(EXCERPTED RECORDS Opens)
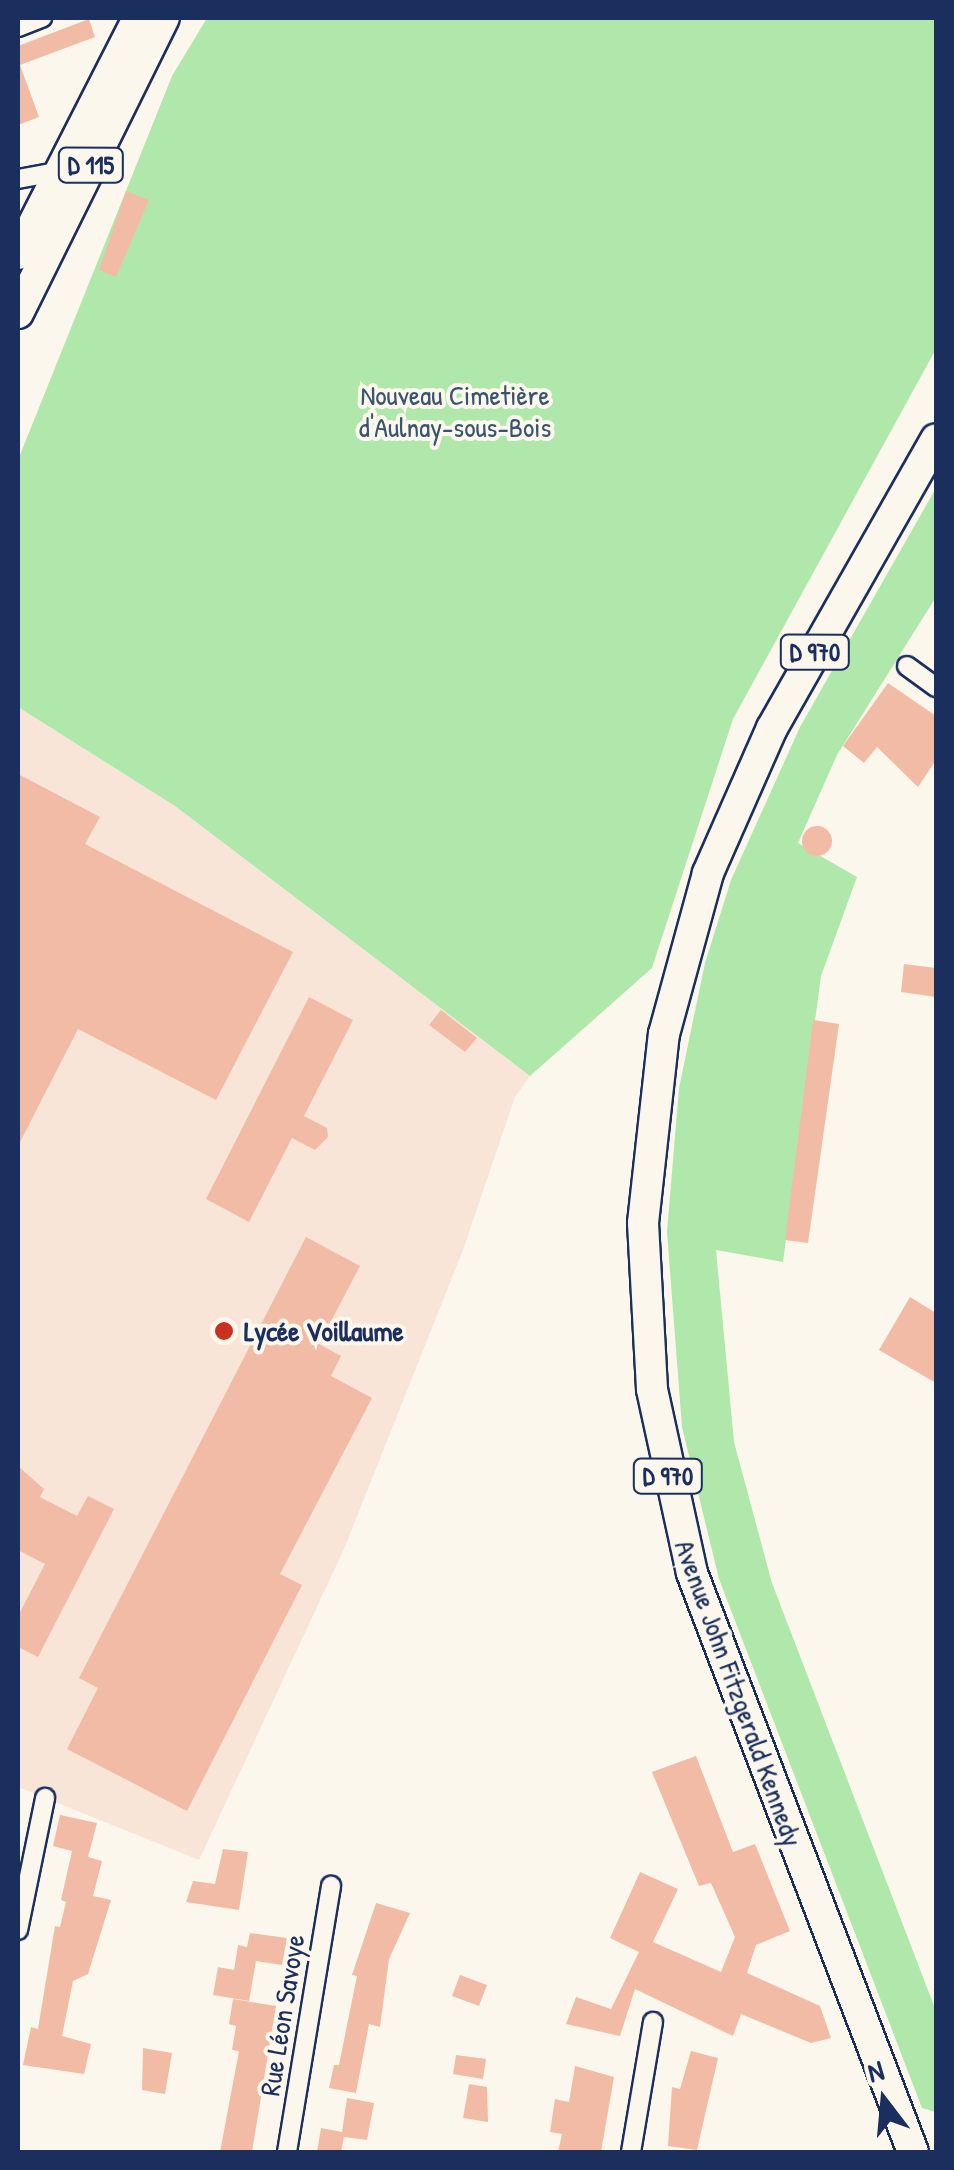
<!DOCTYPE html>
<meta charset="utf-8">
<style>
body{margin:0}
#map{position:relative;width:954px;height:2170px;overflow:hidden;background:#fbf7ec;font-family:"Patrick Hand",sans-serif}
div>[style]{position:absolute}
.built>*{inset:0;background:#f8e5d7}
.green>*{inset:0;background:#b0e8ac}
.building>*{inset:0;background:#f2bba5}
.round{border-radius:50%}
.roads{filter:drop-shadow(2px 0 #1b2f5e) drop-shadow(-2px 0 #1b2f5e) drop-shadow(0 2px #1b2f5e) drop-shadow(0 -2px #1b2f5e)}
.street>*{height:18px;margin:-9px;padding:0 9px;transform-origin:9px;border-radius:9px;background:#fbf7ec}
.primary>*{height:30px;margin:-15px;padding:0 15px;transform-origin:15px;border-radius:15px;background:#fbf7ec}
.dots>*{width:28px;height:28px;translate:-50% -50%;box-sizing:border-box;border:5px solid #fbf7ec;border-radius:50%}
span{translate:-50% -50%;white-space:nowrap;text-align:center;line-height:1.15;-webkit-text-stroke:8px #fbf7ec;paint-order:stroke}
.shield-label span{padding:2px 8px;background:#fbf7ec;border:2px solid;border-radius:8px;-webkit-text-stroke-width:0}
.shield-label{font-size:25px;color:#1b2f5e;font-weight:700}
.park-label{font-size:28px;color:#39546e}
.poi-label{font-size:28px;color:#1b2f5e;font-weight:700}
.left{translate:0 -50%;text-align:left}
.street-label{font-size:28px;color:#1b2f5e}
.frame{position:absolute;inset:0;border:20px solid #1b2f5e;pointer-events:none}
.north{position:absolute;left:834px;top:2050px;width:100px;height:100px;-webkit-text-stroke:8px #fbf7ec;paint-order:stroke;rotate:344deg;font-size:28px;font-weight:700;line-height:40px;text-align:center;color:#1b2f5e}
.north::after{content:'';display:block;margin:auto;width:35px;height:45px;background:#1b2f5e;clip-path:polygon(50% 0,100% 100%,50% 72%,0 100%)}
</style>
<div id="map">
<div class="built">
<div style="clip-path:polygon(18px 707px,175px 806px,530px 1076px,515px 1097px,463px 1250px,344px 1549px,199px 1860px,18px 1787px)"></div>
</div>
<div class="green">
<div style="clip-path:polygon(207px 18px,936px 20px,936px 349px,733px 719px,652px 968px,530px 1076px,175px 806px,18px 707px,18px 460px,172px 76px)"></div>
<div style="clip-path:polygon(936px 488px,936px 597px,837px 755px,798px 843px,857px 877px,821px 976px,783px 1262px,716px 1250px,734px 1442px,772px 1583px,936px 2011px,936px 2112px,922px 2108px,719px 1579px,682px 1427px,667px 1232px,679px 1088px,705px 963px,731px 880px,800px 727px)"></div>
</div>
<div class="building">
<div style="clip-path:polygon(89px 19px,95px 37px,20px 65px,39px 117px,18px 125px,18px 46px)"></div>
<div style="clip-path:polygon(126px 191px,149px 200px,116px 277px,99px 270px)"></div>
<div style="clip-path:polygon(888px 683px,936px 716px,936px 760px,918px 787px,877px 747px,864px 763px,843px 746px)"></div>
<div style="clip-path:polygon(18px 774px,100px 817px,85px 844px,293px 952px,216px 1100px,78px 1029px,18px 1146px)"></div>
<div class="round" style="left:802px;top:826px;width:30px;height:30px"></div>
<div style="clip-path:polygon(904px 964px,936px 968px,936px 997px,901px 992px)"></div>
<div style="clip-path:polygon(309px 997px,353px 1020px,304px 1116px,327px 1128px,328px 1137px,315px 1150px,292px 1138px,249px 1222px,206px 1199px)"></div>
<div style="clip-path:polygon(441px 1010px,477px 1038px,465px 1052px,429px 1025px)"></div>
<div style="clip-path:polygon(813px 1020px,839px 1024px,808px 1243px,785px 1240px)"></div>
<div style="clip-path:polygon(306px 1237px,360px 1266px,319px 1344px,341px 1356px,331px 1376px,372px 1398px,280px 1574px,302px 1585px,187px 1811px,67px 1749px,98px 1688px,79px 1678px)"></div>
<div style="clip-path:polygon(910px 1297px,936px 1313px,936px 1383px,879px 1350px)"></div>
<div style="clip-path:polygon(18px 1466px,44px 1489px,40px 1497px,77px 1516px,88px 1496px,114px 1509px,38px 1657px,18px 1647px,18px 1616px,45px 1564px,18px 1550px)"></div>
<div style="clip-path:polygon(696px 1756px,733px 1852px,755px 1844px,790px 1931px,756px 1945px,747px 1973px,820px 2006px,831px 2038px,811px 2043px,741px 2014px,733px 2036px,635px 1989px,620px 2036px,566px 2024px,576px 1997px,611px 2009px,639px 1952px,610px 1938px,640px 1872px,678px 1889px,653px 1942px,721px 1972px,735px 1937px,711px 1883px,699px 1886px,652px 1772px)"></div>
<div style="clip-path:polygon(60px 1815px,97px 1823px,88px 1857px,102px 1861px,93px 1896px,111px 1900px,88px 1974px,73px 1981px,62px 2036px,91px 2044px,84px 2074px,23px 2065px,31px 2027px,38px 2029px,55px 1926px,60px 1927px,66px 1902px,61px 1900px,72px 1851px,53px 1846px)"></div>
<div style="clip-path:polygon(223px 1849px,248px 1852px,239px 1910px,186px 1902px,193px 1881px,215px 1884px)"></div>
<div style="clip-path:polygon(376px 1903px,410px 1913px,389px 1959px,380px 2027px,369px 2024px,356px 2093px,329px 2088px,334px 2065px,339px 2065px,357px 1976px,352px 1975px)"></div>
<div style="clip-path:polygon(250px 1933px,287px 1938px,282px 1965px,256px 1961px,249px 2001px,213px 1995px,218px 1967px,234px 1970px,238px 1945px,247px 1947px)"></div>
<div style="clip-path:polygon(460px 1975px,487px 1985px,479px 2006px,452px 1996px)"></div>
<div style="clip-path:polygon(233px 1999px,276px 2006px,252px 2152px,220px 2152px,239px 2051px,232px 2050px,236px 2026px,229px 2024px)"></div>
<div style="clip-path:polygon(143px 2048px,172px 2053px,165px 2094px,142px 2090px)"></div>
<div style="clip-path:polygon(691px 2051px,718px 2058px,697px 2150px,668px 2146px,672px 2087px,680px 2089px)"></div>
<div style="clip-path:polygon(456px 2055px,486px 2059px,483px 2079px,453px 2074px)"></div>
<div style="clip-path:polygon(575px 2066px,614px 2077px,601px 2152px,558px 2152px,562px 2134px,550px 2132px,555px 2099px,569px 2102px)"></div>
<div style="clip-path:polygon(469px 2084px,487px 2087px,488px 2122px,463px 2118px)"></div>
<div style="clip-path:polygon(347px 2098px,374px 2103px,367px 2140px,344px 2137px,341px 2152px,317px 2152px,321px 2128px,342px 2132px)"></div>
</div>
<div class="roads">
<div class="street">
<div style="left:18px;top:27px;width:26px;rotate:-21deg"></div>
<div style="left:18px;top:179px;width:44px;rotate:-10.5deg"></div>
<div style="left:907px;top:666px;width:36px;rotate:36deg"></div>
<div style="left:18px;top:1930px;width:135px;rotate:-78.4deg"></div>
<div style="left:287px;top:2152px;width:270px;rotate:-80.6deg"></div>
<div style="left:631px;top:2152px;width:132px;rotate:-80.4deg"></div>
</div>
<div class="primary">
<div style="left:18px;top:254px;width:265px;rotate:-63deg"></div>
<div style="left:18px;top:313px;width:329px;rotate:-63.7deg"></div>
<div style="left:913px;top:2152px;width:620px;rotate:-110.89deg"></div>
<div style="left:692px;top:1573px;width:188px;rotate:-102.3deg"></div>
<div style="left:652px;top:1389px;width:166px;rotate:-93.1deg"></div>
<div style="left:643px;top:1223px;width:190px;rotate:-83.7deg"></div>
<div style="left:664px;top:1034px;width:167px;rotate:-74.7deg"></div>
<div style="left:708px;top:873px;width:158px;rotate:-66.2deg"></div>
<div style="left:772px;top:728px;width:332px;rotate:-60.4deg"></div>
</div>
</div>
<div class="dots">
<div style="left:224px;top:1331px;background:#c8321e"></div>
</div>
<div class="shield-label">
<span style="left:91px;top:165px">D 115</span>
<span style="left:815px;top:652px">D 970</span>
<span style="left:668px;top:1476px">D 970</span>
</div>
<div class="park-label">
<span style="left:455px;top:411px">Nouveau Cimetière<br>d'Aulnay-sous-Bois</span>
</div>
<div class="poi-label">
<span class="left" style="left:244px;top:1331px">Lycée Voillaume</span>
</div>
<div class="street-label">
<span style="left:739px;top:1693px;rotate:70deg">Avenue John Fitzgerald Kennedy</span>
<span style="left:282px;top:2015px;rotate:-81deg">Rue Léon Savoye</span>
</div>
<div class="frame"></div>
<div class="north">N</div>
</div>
(EXCERPTED RECORDS Closes)
Provide only the count of lines above in which the word "roads" occurs.

■ SOLUTION TO THIS EXERCISE:
2